Left: Donald Trump (AP Photo/Mike Stewart, File). Center: U.S. District Judge Aileen Cannon (U.S. Senate). Right: Special counsel Jack Smith (AP Photo/J. Scott Applewhite, File)
The judge overseeing the Donald Trump Mar-a-Lago documents case gave special counsel Jack Smith a Friday afternoon deadline to comply with a court order geared toward the public release of two long-sealed defense motions as well as exhibits associated with those motions.
In a paperless order released late Thursday, U.S. District Judge Aileen Cannon acknowledged a sealed notice filed by federal prosecutors earlier that same day.
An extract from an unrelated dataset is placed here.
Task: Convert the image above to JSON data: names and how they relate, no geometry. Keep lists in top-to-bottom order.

The text of a prior order clues the public into the context behind what was likely filed by the government.
In a little-noticed order issued last week, Cannon directed Smith’s team to file “a brief notice indicating any final changes or revisions” to previously proposed redactions or sealing requests regarding two secret motions filed by former President Donald Trump’s attorneys.
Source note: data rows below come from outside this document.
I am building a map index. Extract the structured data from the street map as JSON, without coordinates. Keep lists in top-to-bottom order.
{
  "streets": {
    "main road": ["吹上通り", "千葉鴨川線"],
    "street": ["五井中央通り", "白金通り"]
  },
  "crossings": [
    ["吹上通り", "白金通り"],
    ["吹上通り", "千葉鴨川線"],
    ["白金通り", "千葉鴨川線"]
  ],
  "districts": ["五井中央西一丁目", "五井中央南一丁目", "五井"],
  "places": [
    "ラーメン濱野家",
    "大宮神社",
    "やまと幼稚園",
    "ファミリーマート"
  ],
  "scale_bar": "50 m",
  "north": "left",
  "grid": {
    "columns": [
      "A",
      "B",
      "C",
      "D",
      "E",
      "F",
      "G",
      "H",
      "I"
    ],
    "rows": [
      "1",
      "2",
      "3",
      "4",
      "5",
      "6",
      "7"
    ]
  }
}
While filed under seal, the court has identified those defense motions as a “Motion for Relief Relating to the Mar-a-Lago Raid and Unlawful Piercing of the Attorney-Client Privilege” and a “Motion to Dismiss Based on Prosecutorial Misconduct and Due Process Violations.”
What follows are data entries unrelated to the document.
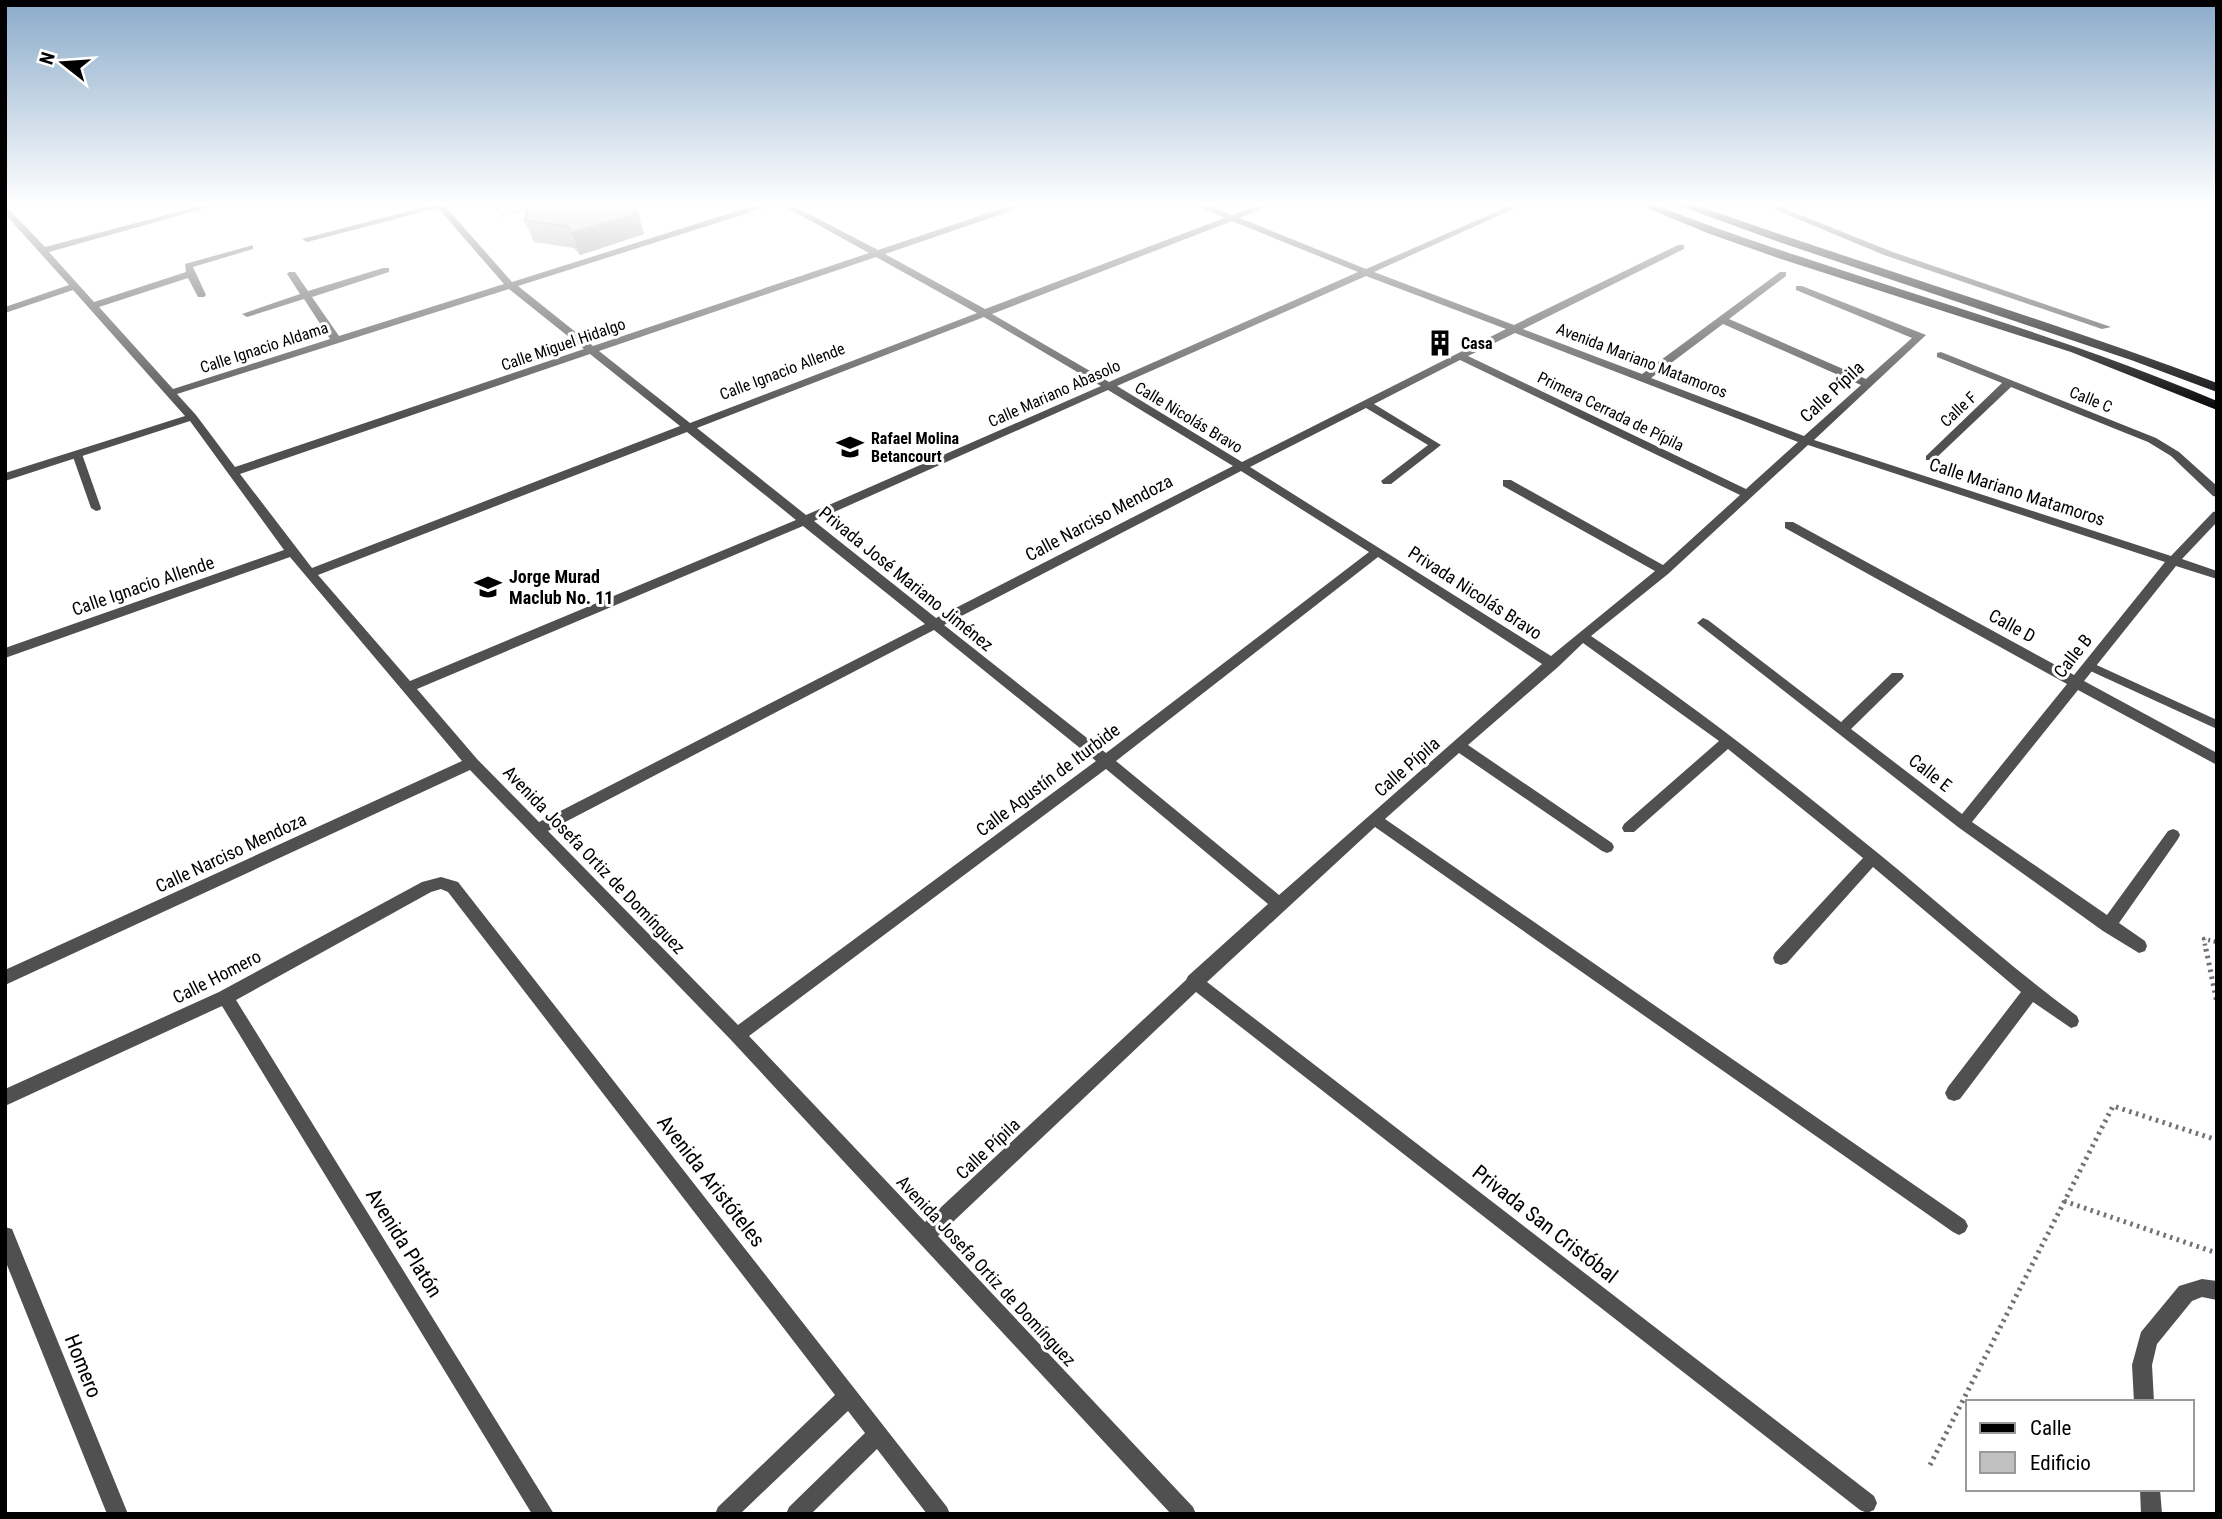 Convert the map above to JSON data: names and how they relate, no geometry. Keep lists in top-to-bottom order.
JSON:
{
  "streets": {
    "street": [
      "Calle Miguel Hidalgo",
      "Calle Ignacio Aldama",
      "Avenida Mariano Matamoros",
      "Calle Ignacio Allende",
      "Calle Pípila",
      "Calle Mariano Abasolo",
      "Calle C",
      "Calle F",
      "Primera Cerrada de Pípila",
      "Calle Nicolás Bravo",
      "Calle Mariano Matamoros",
      "Calle Narciso Mendoza",
      "Privada José Mariano Jiménez",
      "Privada Nicolás Bravo",
      "Calle D",
      "Calle B",
      "Calle E",
      "Calle Agustín de Iturbide",
      "Avenida Josefa Ortiz de Domínguez",
      "Calle Homero",
      "Avenida Aristóteles",
      "Privada San Cristóbal",
      "Avenida Platón",
      "Homero"
    ]
  },
  "crossings": [
    ["Calle Miguel Hidalgo", "Privada José Mariano Jiménez"],
    ["Calle Miguel Hidalgo", "Avenida Josefa Ortiz de Domínguez"],
    ["Calle Ignacio Aldama", "Privada José Mariano Jiménez"],
    ["Calle Ignacio Aldama", "Avenida Josefa Ortiz de Domínguez"],
    ["Avenida Mariano Matamoros", "Calle Pípila"],
    ["Avenida Mariano Matamoros", "Calle Mariano Matamoros"],
    ["Avenida Mariano Matamoros", "Calle Narciso Mendoza"],
    ["Calle Ignacio Allende", "Calle Nicolás Bravo"],
    ["Calle Ignacio Allende", "Privada José Mariano Jiménez"],
    ["Calle Ignacio Allende", "Avenida Josefa Ortiz de Domínguez"],
    ["Calle Pípila", "Primera Cerrada de Pípila"],
    ["Calle Pípila", "Calle Mariano Matamoros"],
    ["Calle Pípila", "Privada José Mariano Jiménez"],
    ["Calle Pípila", "Privada Nicolás Bravo"],
    ["Calle Pípila", "Avenida Josefa Ortiz de Domínguez"],
    ["Calle Pípila", "Privada San Cristóbal"],
    ["Calle Mariano Abasolo", "Calle Nicolás Bravo"],
    ["Calle Mariano Abasolo", "Privada José Mariano Jiménez"],
    ["Calle Mariano Abasolo", "Avenida Josefa Ortiz de Domínguez"],
    ["Calle C", "Calle F"],
    ["Primera Cerrada de Pípila", "Calle Narciso Mendoza"],
    ["Calle Nicolás Bravo", "Calle Narciso Mendoza"],
    ["Calle Nicolás Bravo", "Privada Nicolás Bravo"],
    ["Calle Nicolás Bravo", "Calle Agustín de Iturbide"],
    ["Calle Mariano Matamoros", "Calle B"],
    ["Calle Narciso Mendoza", "Privada José Mariano Jiménez"],
    ["Calle Narciso Mendoza", "Avenida Josefa Ortiz de Domínguez"],
    ["Privada José Mariano Jiménez", "Calle Agustín de Iturbide"],
    ["Privada Nicolás Bravo", "Calle Agustín de Iturbide"],
    ["Calle D", "Calle B"],
    ["Calle B", "Calle E"],
    ["Calle Agustín de Iturbide", "Avenida Josefa Ortiz de Domínguez"],
    ["Calle Homero", "Avenida Aristóteles"],
    ["Calle Homero", "Avenida Platón"]
  ],
  "places": {
    "building": ["Casa"],
    "school or university": ["Rafael Molina Betancourt", "Jorge Murad Maclub No. 11"]
  },
  "legend": ["Calle", "Edificio"],
  "north": "left"
}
The government, late Friday, filed a notice indicating they had complied with the court’s order and that the prosecution and defense “are in agreement that no redactions are needed” to the reply briefs filed in response to either motion.
“Yesterday, the Government filed under seal (but not ex parte) a chart indicating areas of dispute between the parties regarding proposed redaction of those motions,” Smith’s notice reads. “There are a few additional redactions included in the red-box version submitted today that were not indicated on the chart … because the final red-box version submitted by defendant Trump yesterday inadvertently did not include these redactions that had previously been agreed to by the parties.”
As Law&Crime previously reported, those redactions are meant to make two Trump motions — and their accompanying exhibits — legally palatable and sufficiently censored for public consumption.
Now, Smith’s team is being given around 24 hours to submit a copy of their latest proposals for keeping certain information under wraps.
“To properly consider the remaining sealing and redaction disputes, and to more effectively compare the parties’ positions in light of the developments in the parties’ proposed requests, the Special Counsel is directed to submit, on or before 3 p.m. on May 17, 2024, his own set of red-box proposed redactions to the cited motions and exhibits,” Cannon’s terse order reads.
In last week’s order, Trump’s team was given a bit longer — exactly one week — to submit their own “proposed ‘red box’ redactions” for the two motions and the associated exhibits as well as “a chart/list indicating the bases for all proposed redactions.”
In each instance, “the names of potential witnesses or clearly identifying information, ancillary names,” and personally identifiable information should be redacted, the court further ordered.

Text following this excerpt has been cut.